I met David when we were both starting out in journalism; I had the pleasure of editing one of his first magazine stories, about the world wrist-wrestling championships in Petaluma. He went on to do a lot of excellent magazine work and to write books about Zinfandel, the Mojave, the California condor, and Area 51. David is a skillful craftsman and a scrupulous researcher in the John McPhee mold; he once told me, possibly quoting someone else: "Research is endlessly beguiling, but writing is hard work." I'm thrilled for his success, and hope some of the big magazines he beat start begging him to write for them.
On the negative side of the ledger, the newspaper world is greatly diminished by the departure of John McIntyre, who last week received, as he put it, "an early parole" from the Baltimore Sun, where he'd worked for 23 years, most recently as director of the paper's copy desk. I came to know Mr. McIntyre through his wonderful blog, You Don't Say, and, more recently, through Twitter. I started my own career as a newspaper copyeditor; my relatively brief experience instilled deep respect for the gatekeepers who maintain their vigilance over every edition of the paper, day after day. I'm pained by what's happening to newspapers all over the country, and I'm horrified by the losses on copy desks—losses that are evident every day in misspelled headlines, confusing syntax, and erroneous captions. Experienced copyeditors catch those mistakes; more important, they care about them.
I don't know who's going to care about standards at the Sun now, but I take some comfort in the fact that John McIntyre has re-established his blog, where he promises to offer "observations on language and the craft of editing, with
additional reflections on subjects of no necessary connection with the
former topics." I enjoyed this postscript: "As the observant may have noticed in this paragraph, now that I am free
of the shackles of Associated Press style, I am reverting to the Oxford
comma."
Welcome to free-agent nation, Mr. McIntyre.

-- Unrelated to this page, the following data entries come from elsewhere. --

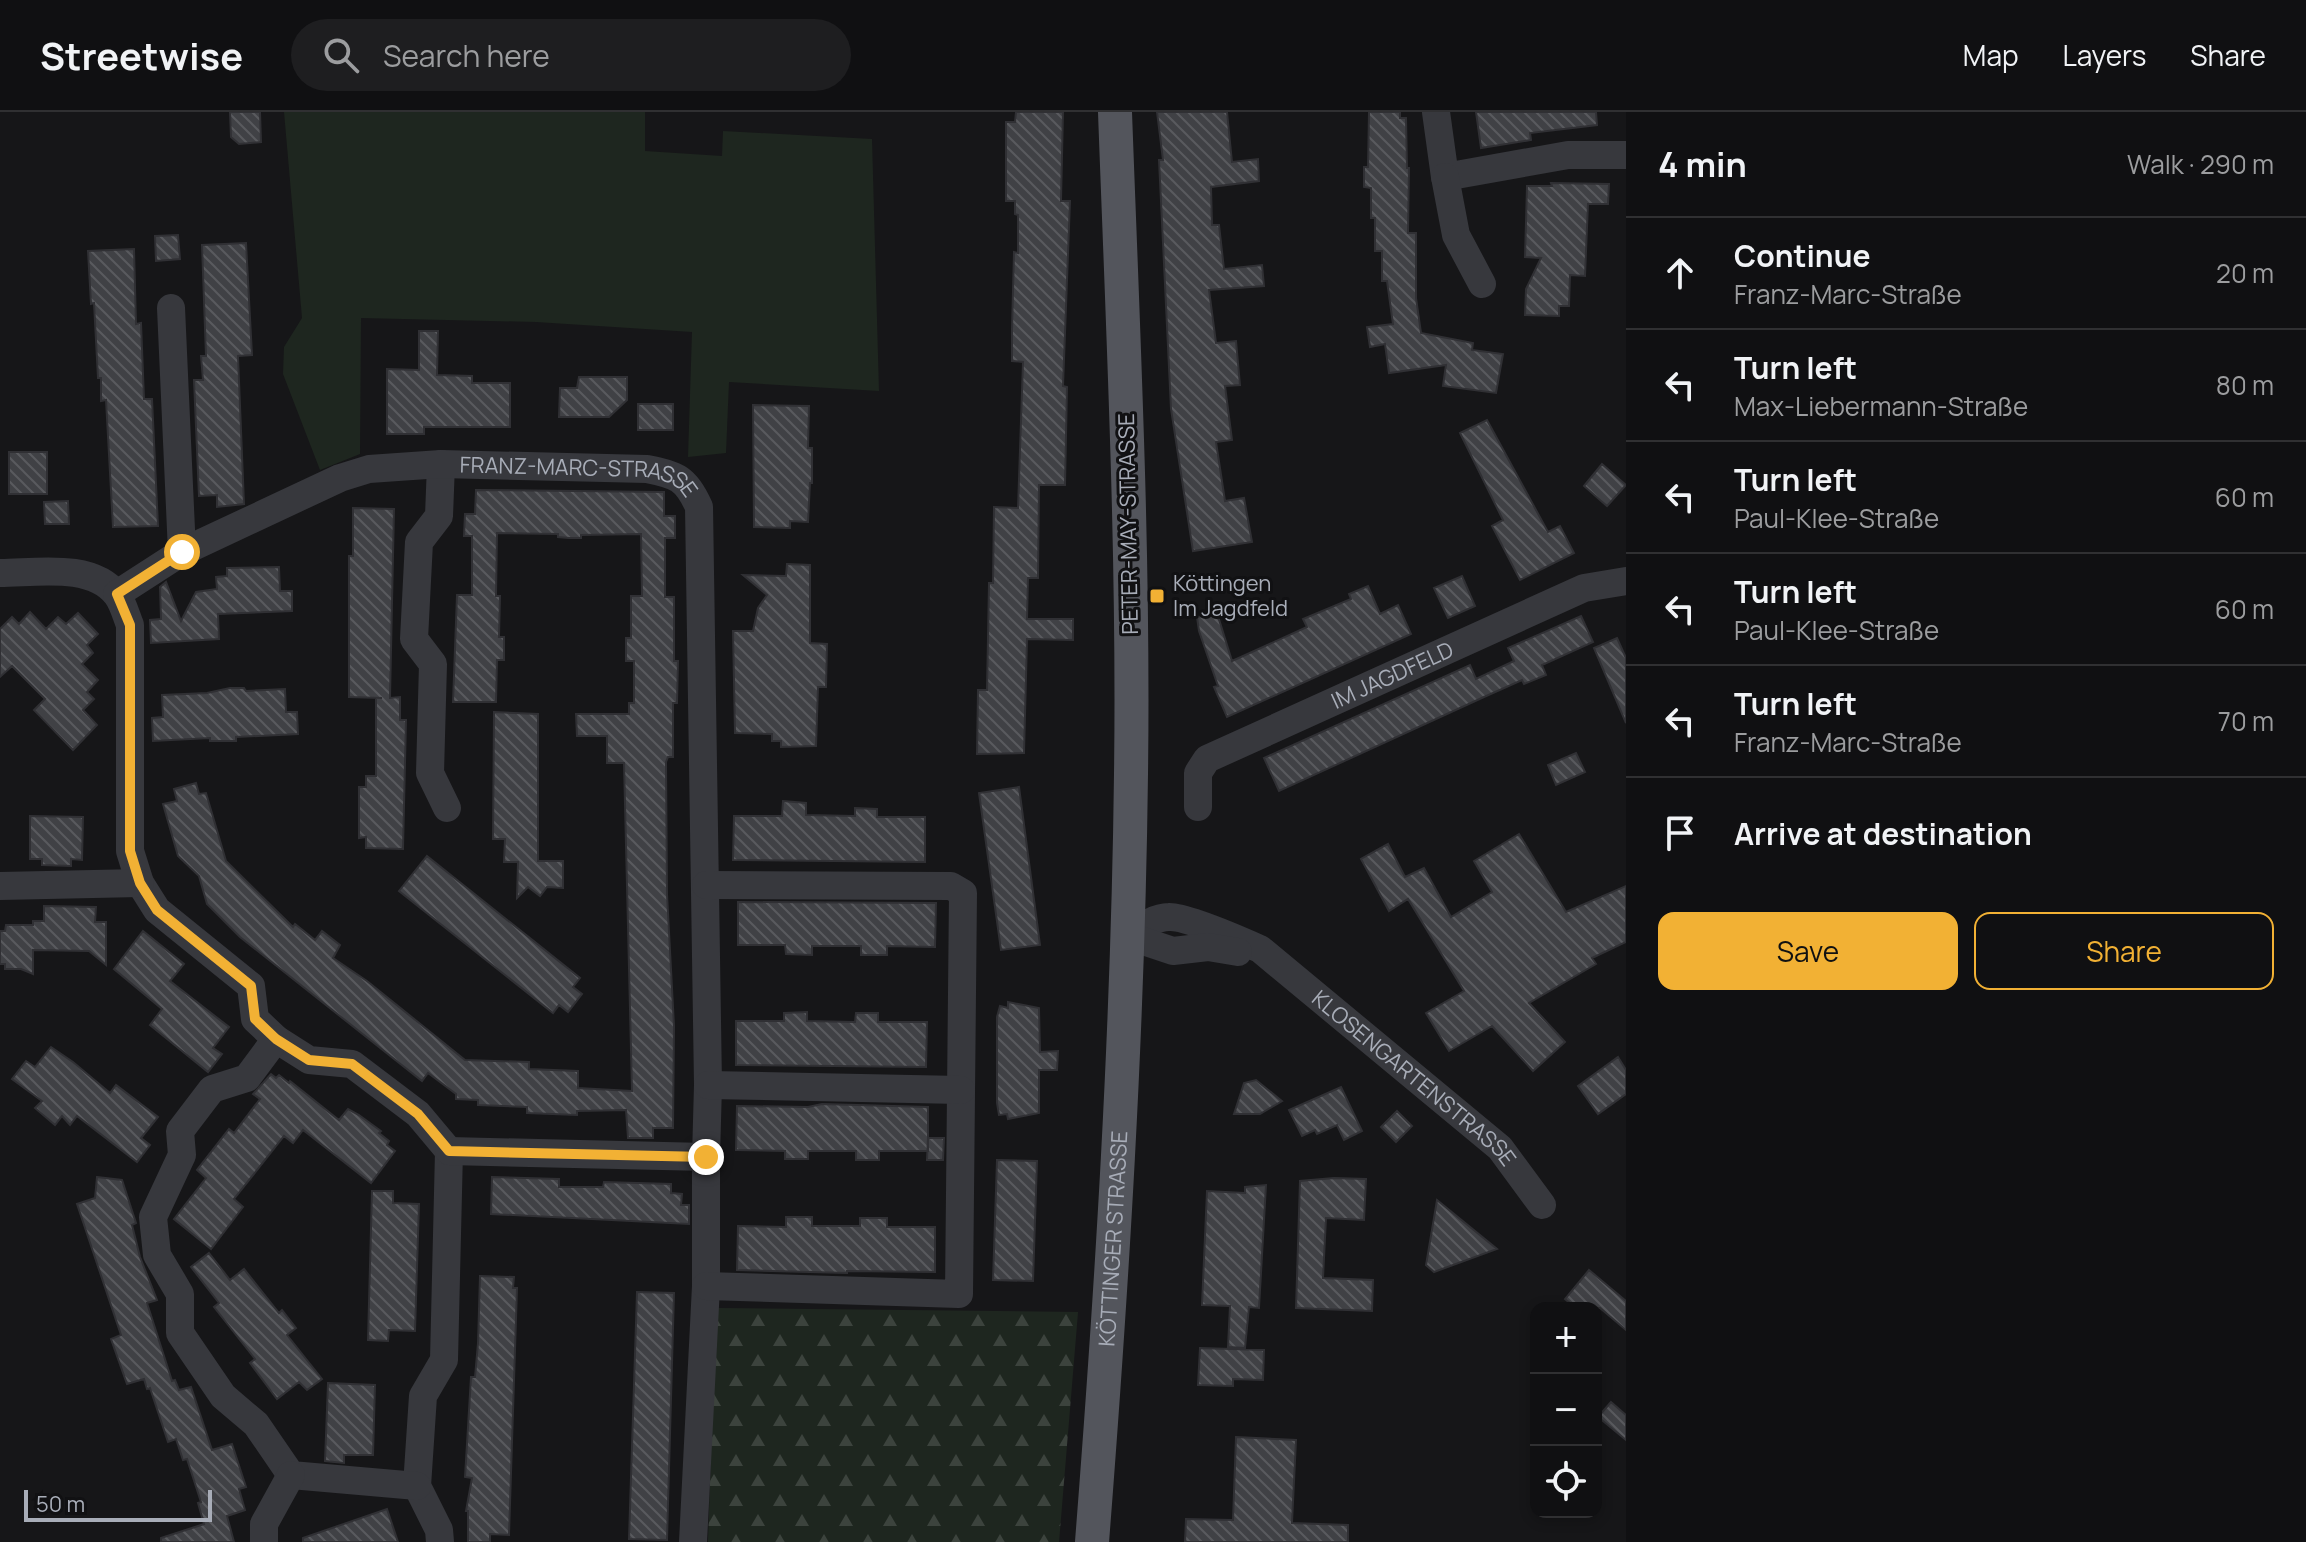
<!DOCTYPE html>
<meta charset="utf-8">
<style>
body{margin:0;font-family:Manrope,sans-serif;background:#1e1e20;color:#f1f3f6}
.controls{position:absolute;right:24px;bottom:24px;display:grid;overflow:hidden;border-radius:16px;box-shadow:0 4px 12px #0003}
.controls button{width:72px;height:72px;display:grid;place-items:center;padding:0;border:0;border-bottom:2px solid #303032;background:#101012;color:#f1f3f6;font:40px sans-serif}
.scale{position:absolute;left:24px;bottom:20px;width:188px;box-sizing:border-box;padding-left:8px;border:4px solid #a8adb8;border-top:0;font-size:22px;line-height:28px;white-space:nowrap;color:#a8adb8;-webkit-text-stroke:6px #111113;paint-order:stroke}
.stop{position:absolute;width:24px;height:24px;margin:-18px;border:6px solid #f2b134;border-radius:50%;background:#fff}
.stop.end{background:#f2b134;border-color:#fff;box-shadow:0 2px 8px #0008}
.list{margin:0;padding:0;list-style:none}
h2{display:flex;justify-content:space-between;align-items:center;height:104px;margin:0;padding:0 32px;font-size:34px}
h2 small{font-size:26px;font-weight:400;color:#9c9d9f}
.list li{display:grid;grid-template-columns:52px 1fr auto;gap:24px;align-items:center;box-sizing:border-box;height:112px;padding:0 32px;border-top:2px solid #303032}
.list b{display:block;font-size:30px;white-space:nowrap}
.list p{margin:0;font-size:26px;white-space:nowrap;color:#9c9d9f}
.list em{font-size:26px;font-style:normal;color:#9c9d9f}
.actions{display:flex;gap:16px;padding:24px 32px}
.actions a{flex:1;padding:18px 0;border:2px solid #f2b134;border-radius:16px;text-align:center;font-size:28px;color:#f2b134}
.actions .main{background:#f2b134;color:#111}
.icon{flex:none;width:44px;height:44px;fill:none;stroke:currentColor;stroke-width:2;stroke-linecap:round;stroke-linejoin:round}
.map{position:relative;flex:none;width:1626px;height:1430px;overflow:hidden}
header{display:flex;align-items:center;gap:48px;box-sizing:border-box;height:112px;padding:0 40px;background:#101012;border-bottom:2px solid #303032}
header strong{font-size:38px}
nav{display:flex;gap:44px;margin-inline-start:auto;font-size:28px}
.search{width:560px;height:72px;background:#1e1e20;display:flex;align-items:center;gap:20px;box-sizing:border-box;padding:0 28px;border-radius:44px;color:#9c9d9f;font-size:30px}
main{display:flex}
aside{flex:1;background:#101012}
.map>svg:first-child{display:block}
</style>
<header>
<strong>Streetwise</strong>
<div class="search"><svg class="icon" aria-label="search" viewBox="0 0 24 24"><circle cx="10" cy="10" r="6"/><path d="M15 15l6 6"/></svg>Search here</div>
<nav><a>Map</a><a>Layers</a><a>Share</a></nav>
</header>
<main>
<div class="map">
<svg width="1626" height="1430" viewBox="0 0 1626 1430">
<defs>
<pattern id="forest-firs" width="22" height="20" patternUnits="userSpaceOnUse" patternTransform="scale(2)"><rect width="22" height="20" fill="#1e261f"/><path d="M5 1l3.5 6h-7zM16 11l3.5 6h-7z" fill="#3c433d"/></pattern>
<pattern id="building-back-hatch" width="6" height="6" patternUnits="userSpaceOnUse" patternTransform="scale(2)"><rect width="6" height="6" fill="#404145"/><path d="M-1 5l2 2M0 0l6 6M5-1l2 2" fill="none" stroke="#595a5e"/></pattern>
</defs>
<rect width="100%" height="100%" fill="#161618"/>
<path fill="url(#forest-firs)" d="M716,1196l362,4 -19,230h-351z"/>
<path fill="#1e261f" d="M284,0h361v39l77,5 1,-25 149,8 7,252 -150,-9 -3,71 -38,4 4,-125 -156,-10 -175,-4 -1,136 -40,16 -37,-96 1,-27 18,-29z"/>
<path fill="url(#building-back-hatch)" stroke="#303034" stroke-width="2" d="M230,0h30l1,30 -22,2 -8,-7z
M1016,0h47l-2,89h9l-7,185 4,1 -2,98h-26l-1,93h-10l-1,41h46v21l-46,-1 -3,114 -47,1 1,-64h9l2,-107h4l1,-76 24,1 5,-146 -11,-1v-32l2,-77 4,1v-38l-3,-1v-13h-9v-79h9z
M1157,0h70l5,50 26,-3 1,22 -48,6 1,38h7l5,44 38,-4 2,21 -55,4 7,53 20,-2 4,44 -15,1 7,54 -16,2 9,59 19,-3 8,44 -59,9 -22,-142 -12,-249h4z
M1369,0h31v6h6l1,50h2l-1,65h8v65l5,35 52,10 -1,7 31,4 -7,39 -53,-7 3,-21 -57,8 -4,-29 -15,3 -3,-20 26,-3 -6,-43h-5v-30h-7v-33h-4v-30l-7,-1v-20h4z
M1476,0h120l1,13 -67,8 1,7 -50,8z
M1551,71l58,1 -1,20h-20l-3,72 -15,-1 -1,31h-10v10l-34,-1 1,-26 15,-31 -16,-1 2,-71h25z
M178,123l2,24 -24,2 -1,-25z
M246,131l6,112 -14,1 6,148 -27,3v-12l-18,1 -5,-116h9l-2,-24h5l-4,-111z
M134,137l2,75 5,-1 3,76h8l6,127 -45,1 -7,-127 -5,1v-23h-3l-4,-75 -3,1 -3,-53z
M419,219h19l-1,44 35,1v7h38v44h-86v7h-37v-65l32,1z
M579,265h48v23l-18,17h-50l1,-29h17z
M638,292h35v26h-35z
M753,293l56,1 -1,42h4v35h-2l-2,39 -18,-1v7l-36,-1z
M1487,308l61,112 12,-6 14,27 -54,27 -28,-54 11,-6 -43,-87z
M9,340h38v42h-38z
M1602,352l24,21 -19,21 -23,-20z
M476,378l188,2v24h11v22h-10v59h9v64h4l-1,42h-4v54h-5l-2,5 1,132 7,132 -1,102h-20v10h-25l-2,-28 -49,1v4l-50,-2v-6l-49,-2v-5l-22,-1v-5l-28,-21 -6,8 -182,-144 -33,-33 -8,-28 -21,-20 -15,-52 14,-3 -3,-12 22,-6 3,11 7,-1 20,68 67,66 2,-3 20,16 7,-9 18,14 -7,13 34,23 98,79 64,2v7l49,2v17l54,3 -8,-328h-17v-27h-30l-1,-22h53v-11h5v-42h-8v-23h5v-42h11l-1,-62 -60,1v3h-12l-11,-1v-3l-61,-1 -1,63h4l-1,41h5v23h-7l-1,42h-43l4,-107h15v-59h-8l1,-22h10z
M68,389l1,23h-24l-1,-22z
M353,396l41,1 -4,189 10,-1v23h6l-3,129 -37,-1v-11l-7,1v-51h7v-11h10v-78h6l-33,-1v-141h4z
M787,452l23,1v78l17,1 -1,43h-8l-2,59 -35,1v-6h-9v-7l-37,-1 -2,-102h20l5,-23 9,-13 -24,-20 43,1z
M279,455l1,24h12v20l-74,3 1,25 -68,4 -1,-23 11,-1 -1,-32 6,-5 15,39 15,-29 21,-3 -1,-12 11,-1v-8z
M1462,464l13,30 -27,12 -14,-30z
M1368,474l12,28 18,-9 13,29 -184,83 -13,-30 4,-1 -19,-55 -2,-14 20,-4 15,48 75,-34 -4,-8 48,-20 -2,-5z
M30,500l16,17 12,-12 8,7 12,-11 20,21 -11,11 6,8 -11,11 16,16 -11,12 7,7 -11,11 14,15 -24,25 -39,-40 11,-11 -33,-33 -12,11v-48l12,-12 7,7z
M1581,504l12,26 -51,23 4,10 -22,9 -2,-4 -38,17 -205,94 -15,-33 206,-93 6,14 38,-18 -6,-13z
M1617,526l9,20v65l-32,-75z
M230,576h14l2,3 39,-2 1,23h11l1,22 -62,3v4h-26v-3l-57,3 -1,-23 11,-1 -1,-22 45,-2z
M494,600l44,2v147h25v27l-16,-1 -7,9 -12,-9 -11,11 1,-36h-14l1,-23h-12z
M1576,641l9,19 -29,13 -8,-20z
M1019,675l21,158 -39,5 -22,-157z
M783,689l23,2v12l49,1v-8l22,1v8h48v45l-192,-2 1,-44h48z
M30,704l53,1 -1,43 -11,-1v7l-29,-1v-6h-12z
M1519,722l47,78 60,-26v56l-34,16 4,6 -67,39 36,39 -32,29 -41,-45 -43,25 -23,-38 38,-22 -56,-92 -19,12 -28,-52 27,-15 17,33 19,-9 27,49 41,-25 -18,-31z
M427,744l153,122 -7,9 9,7 -14,18 -9,-7 -6,8 -154,-122z
M738,790l198,1 -1,44 -48,-1v9h-26v-9h-49v9l-26,-1 -1,-9h-47z
M44,794l52,1 -1,15h11v43l-17,-14 -56,-1v24l-12,-5h-16v-5h-5v-33h5l1,-6h27v-4h11z
M143,819l41,33 -14,17 59,46 -16,21 9,6 -14,18 -58,-47 12,-16 -48,-40z
M1008,890l31,6 1,44 18,-1 -1,19h-18v43l-31,6 -1,-5 -8,1 -2,-12v-86l3,-11 8,2z
M807,900v9l48,1 1,-9h22v9h49l-1,45 -190,-2v-44h48v-8z
M51,935l22,15 37,31 6,-8 42,32 -17,21 9,7 -13,17 -60,-46 -7,9 -8,-9 -7,9 -20,-17 7,-7 -30,-22 14,-18 9,6z
M1618,945l8,13v24l-28,20 -20,-28z
M271,962l5,4 3,-3 10,8 1,-2 49,39 9,-11 11,6 22,16 -2,2 10,8 -2,4 8,6 -24,32 -68,-53 -10,13 -9,-7 -50,63 9,8 -32,42 -37,-30 32,-41 -9,-8 32,-41 5,4 26,-34 -7,-5z
M1256,968l26,21 -22,13h-26l10,-31z
M1341,975l21,44 -18,9 -7,-15 -20,9 -2,-4 -13,6 -13,-26z
M822,992l106,3v44h-49v9h-23v-9h-48v8h-23v-8l-49,-1 1,-44 71,1z
M1397,999l15,15 -16,16 -15,-15z
M928,1026h16l-1,22h-16z
M997,1048l40,1 -4,120 -40,-1z
M97,1065l25,3 14,43 -4,2 8,32 17,43 -10,3 25,78 3,-1 4,10 12,-3 21,63 20,-6 14,43 -7,2 6,21 -18,6 7,26h-73v-4l43,-14 -6,-21 3,-1 -14,-43 -4,1 -7,-21 -8,3 -18,-54 -3,1 -3,-10 -17,5 -16,-45 10,-4 -44,-131 18,-6z
M492,1065l67,2v8h44l1,-5 67,2v9l11,1 -1,11h8v19l-198,-10z
M1334,1066l32,1 -2,41 -38,-2 -3,60 50,2 -1,31 -76,-3 4,-127z
M1266,1073l-7,123 -10,-1 -4,41 -17,-1 2,-41 -28,-1 5,-114 38,2v-6z
M372,1079h21v12l26,1 -4,127 -26,-1 -1,11 -20,-1z
M1437,1088l60,49 -63,23 -8,-7z
M786,1105h26v9h48v-8h27v9h48v45l-88,-1v2l-110,-3 1,-44 48,1z
M209,1141l21,27 14,-11 35,44 3,-3 14,18 -9,7 35,44 -15,11 -8,-8 -22,17 -27,-36 5,-4 -41,-52 5,-4 -28,-36z
M1589,1158l37,31v29l-26,-22h-24l-11,-9z
M480,1164l34,1 -1,11h4l-8,247 -19,-1v8h-22v-31h-2l6,-33 -7,-1 6,-100h4l3,-34z
M637,1180l37,1 -7,247 -38,-1z
M1200,1236l64,2 -1,30 -30,-1v7l-35,-1z
M328,1271l47,2 -2,70h-29v8l-19,-2z
M1611,1290l15,13v25l-28,-23z
M1236,1325l60,3 -4,83 56,2v17h-163l1,-23 47,1z
M387,1397l11,33h-95v-4z"/>
<g fill="none" stroke-linecap="round" stroke-linejoin="round">
<g stroke="#37383d" stroke-width="28">
<path d="M1436,0l9,65 123,-22h58"/>
<path d="M1445,65l11,58 26,49"/>
<path d="M171,196l11,244"/>
<path d="M441,352l-2,52 -20,26 -5,97 19,25 -3,109 17,35"/>
<path d="M0,461c35,0 92,-11 117,22 6,8 9,20 13,30v226l10,32 17,27 94,76 4,33 21,20 33,21 43,4 66,50 31,37 -5,209 -21,36 -6,90 22,44 1,12"/>
<path id="s1" d="M117,482l65,-42 158,-74 29,-9 72,-5 206,5c30,6 39,9 52,38l9,578 -2,72v129l-13,256"/>
<path id="s2" d="M1198,695v-34l9,-14 377,-171 42,-7"/>
<path d="M706,773l245,1 12,7 -4,401 -253,-8"/>
<path d="M0,774l140,-3"/>
<path id="s3" d="M1128,824c12,-8 26,-19 41,-19 17,-1 73,24 91,32l240,199 42,57"/>
<path d="M1128,824l45,15 35,-4 30,5"/>
<path d="M276,927l-29,39 -35,11 -32,42 2,24 -29,62 4,38 23,39v39l43,63 33,28 35,51 126,11"/>
<path d="M708,973l253,5"/>
<path d="M449,1039l257,6"/>
<path d="M264,1430v-18l27,-49"/>
</g>
<path stroke="#53555c" stroke-width="34" id="s4" d="M1092,1430c20,-256 36,-512 39,-768 3,-221 -8,-442 -16,-662"/>
</g>
<g fill="none" stroke-linecap="round" stroke-linejoin="round">
<path stroke="#f2b134" stroke-width="10" d="M182,440l-65,42 13,31v226l10,32 17,27 94,76 4,33 21,20 33,21 43,4 66,50 31,37 257,6"/>
</g>
<rect fill="#f2b134" stroke="#111113" stroke-width="3" x="1149" y="476" width="16" height="16" rx="4"/>
<g text-anchor="middle" dominant-baseline="central" stroke-width="6" stroke-linejoin="round" paint-order="stroke">
<g font-size="22" fill="#a8adb8" stroke="#111113">
<text stroke="none"><textPath href="#s1" startOffset="494">FRANZ-MARC-STRASSE</textPath></text>
<text transform="translate(1128 412) rotate(-91)">PETER-MAY-STRASSE</text>
<text stroke="none"><textPath href="#s2" startOffset="254">IM JAGDFELD</textPath></text>
<text stroke="none"><textPath href="#s3" startOffset="344">KLOSENGARTENSTRASSE</textPath></text>
<text stroke="none"><textPath href="#s4" startOffset="304">KÖTTINGER STRASSE</textPath></text>
</g>
<g font-size="22" fill="#a8adb8" stroke="#111113" text-anchor="start">
<text x="1173" y="471">Köttingen<tspan x="1173" dy="25">Im Jagdfeld</tspan></text>
</g>
</g>
</svg>
<div class="controls">
<button>+</button>
<button>−</button>
<button><svg class="icon" aria-label="locate" viewBox="0 0 24 24"><circle cx="12" cy="12" r="6"/><path d="M12 2v4M12 18v4M2 12h4M18 12h4"/></svg></button>
</div>
<div class="scale">50 m</div>
<div class="stop" style="left:182px;top:440px"></div>
<div class="stop end" style="left:706px;top:1045px"></div>
</div>
<aside>
<h2>4 min<small>Walk · 290 m</small></h2>
<ul class="list">
<li><svg class="icon" aria-label="ahead" viewBox="0 0 24 24"><path d="M12 20V5M6 11l6-6 6 6"/></svg><div><b>Continue</b><p>Franz-Marc-Straße</p></div><em>20 m</em></li>
<li><svg class="icon" aria-label="left" viewBox="0 0 24 24"><path d="M17 20v-9H6M10 6l-5 5 5 5"/></svg><div><b>Turn left</b><p>Max-Liebermann-Straße</p></div><em>80 m</em></li>
<li><svg class="icon" aria-label="left" viewBox="0 0 24 24"><path d="M17 20v-9H6M10 6l-5 5 5 5"/></svg><div><b>Turn left</b><p>Paul-Klee-Straße</p></div><em>60 m</em></li>
<li><svg class="icon" aria-label="left" viewBox="0 0 24 24"><path d="M17 20v-9H6M10 6l-5 5 5 5"/></svg><div><b>Turn left</b><p>Paul-Klee-Straße</p></div><em>60 m</em></li>
<li><svg class="icon" aria-label="left" viewBox="0 0 24 24"><path d="M17 20v-9H6M10 6l-5 5 5 5"/></svg><div><b>Turn left</b><p>Franz-Marc-Straße</p></div><em>70 m</em></li>
<li><svg class="icon" aria-label="arrive" viewBox="0 0 24 24"><path d="M6 21V4h12l-3 4 3 4H6"/></svg><div><b>Arrive at destination</b></div></li>
</ul>
<div class="actions"><a class="main">Save</a><a>Share</a></div>
</aside>
</main>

P.S. Read more about the Sun layoffs, including a scathing comment by David Simon, a Sun alumnus and the creator of The Wire, whose final season was set at a newspaper not unlike the Sun. Simon wrote:
It’s almost unfathomable. The Baltimore newspaper’s only plan is slow
suicide, with Chicago leeching the last nickels and dimes even to the
moment when they shutter the doors. Never has an industry so willingly
butchered itself or shown its own product such contempt.